Source data
________________________________________

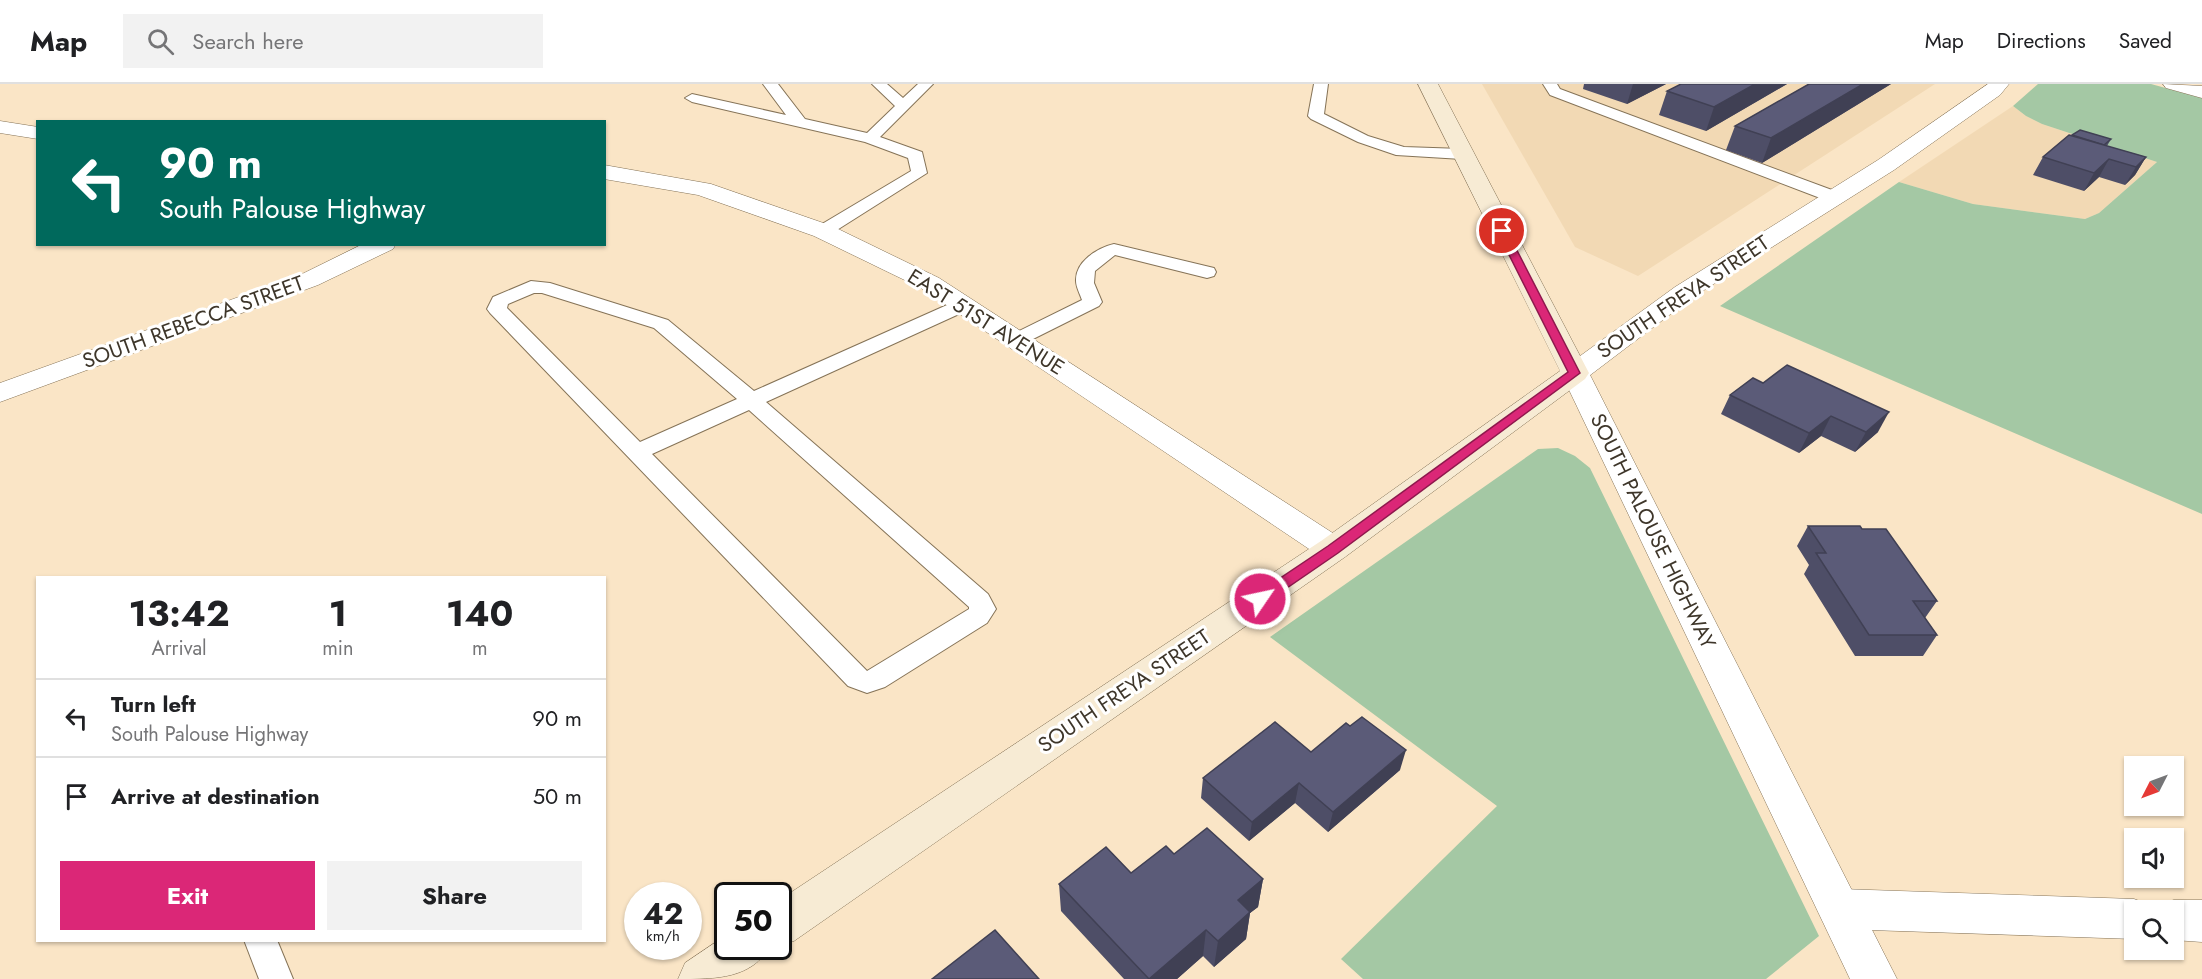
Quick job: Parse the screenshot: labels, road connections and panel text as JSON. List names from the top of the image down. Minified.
{"streets":{"main road":["SOUTH FREYA STREET","SOUTH PALOUSE HIGHWAY"],"street":["SOUTH REBECCA STREET","EAST 51ST AVENUE"]},"crossings":[["SOUTH FREYA STREET","EAST 51ST AVENUE"],["SOUTH FREYA STREET","SOUTH PALOUSE HIGHWAY"]],"north":"bottom left","page":{"header":"Map","search":"Search here","nav":["Map","Directions","Saved"],"turn":["90 m","South Palouse Highway"],"eta":["13:42","Arrival","1","min","140","m"],"list":[{"name":"Turn left","note":"South Palouse Highway","value":"90 m"},{"name":"Arrive at destination","value":"50 m"}],"buttons":["Exit","Share"],"speed":"42 km/h","limit":"50"}}
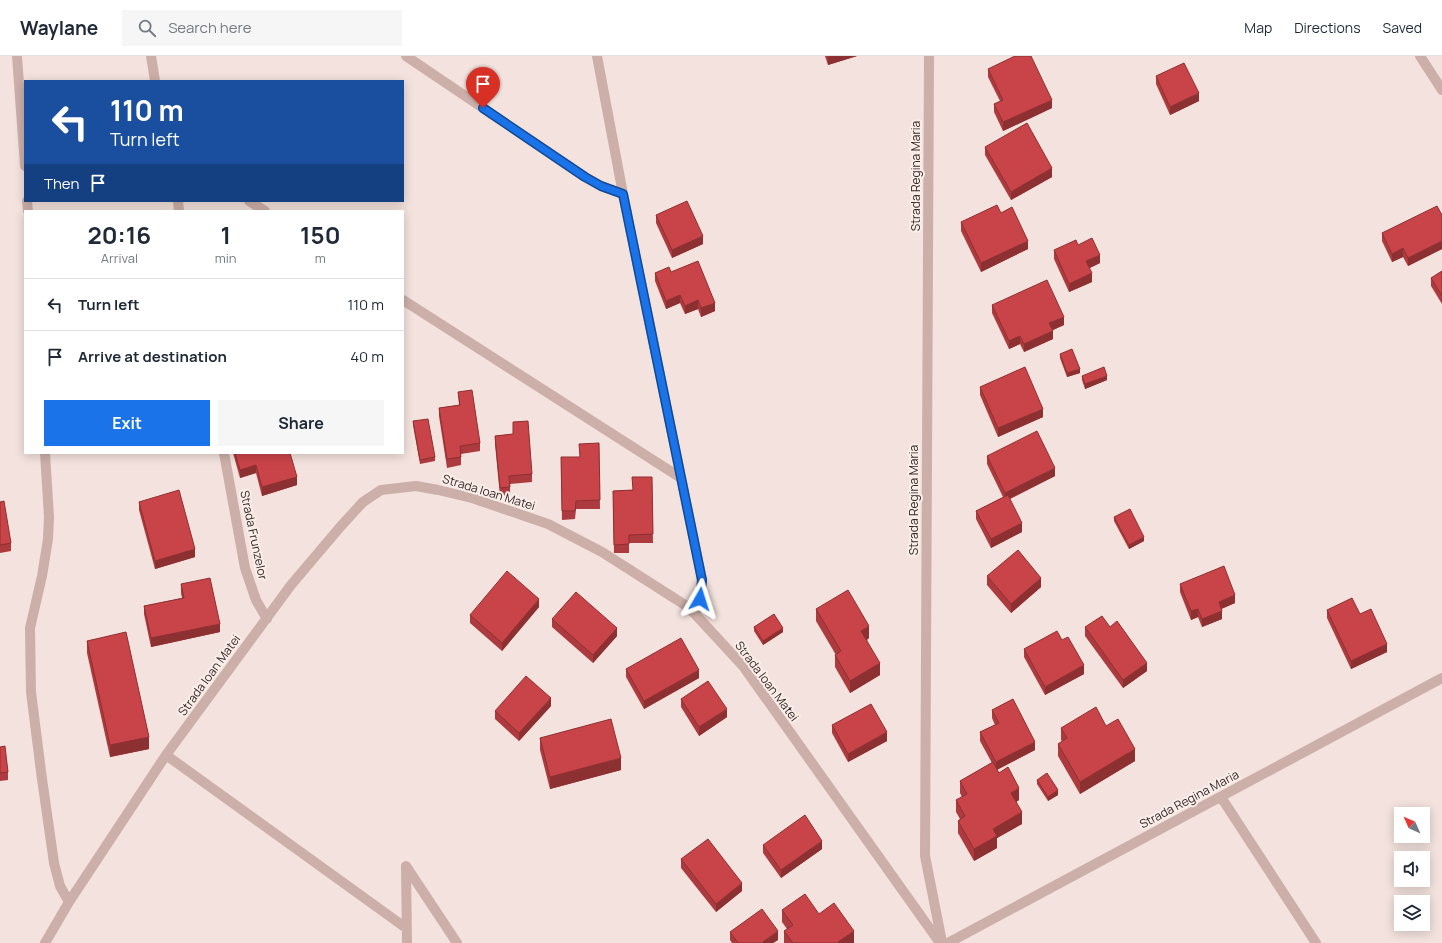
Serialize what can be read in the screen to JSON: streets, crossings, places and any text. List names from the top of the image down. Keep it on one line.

________________________________________

Your objective
Would you retype the listing above exactly, omitting its pictures?

Worked solution
Quick job: Parse the screenshot: labels, road connections and panel text as JSON. List names from the top of the image down. Minified.
{"streets":{"main road":["SOUTH FREYA STREET","SOUTH PALOUSE HIGHWAY"],"street":["SOUTH REBECCA STREET","EAST 51ST AVENUE"]},"crossings":[["SOUTH FREYA STREET","EAST 51ST AVENUE"],["SOUTH FREYA STREET","SOUTH PALOUSE HIGHWAY"]],"north":"bottom left","page":{"header":"Map","search":"Search here","nav":["Map","Directions","Saved"],"turn":["90 m","South Palouse Highway"],"eta":["13:42","Arrival","1","min","140","m"],"list":[{"name":"Turn left","note":"South Palouse Highway","value":"90 m"},{"name":"Arrive at destination","value":"50 m"}],"buttons":["Exit","Share"],"speed":"42 km/h","limit":"50"}}
Serialize what can be read in the screen to JSON: streets, crossings, places and any text. List names from the top of the image down. Keep it on one line.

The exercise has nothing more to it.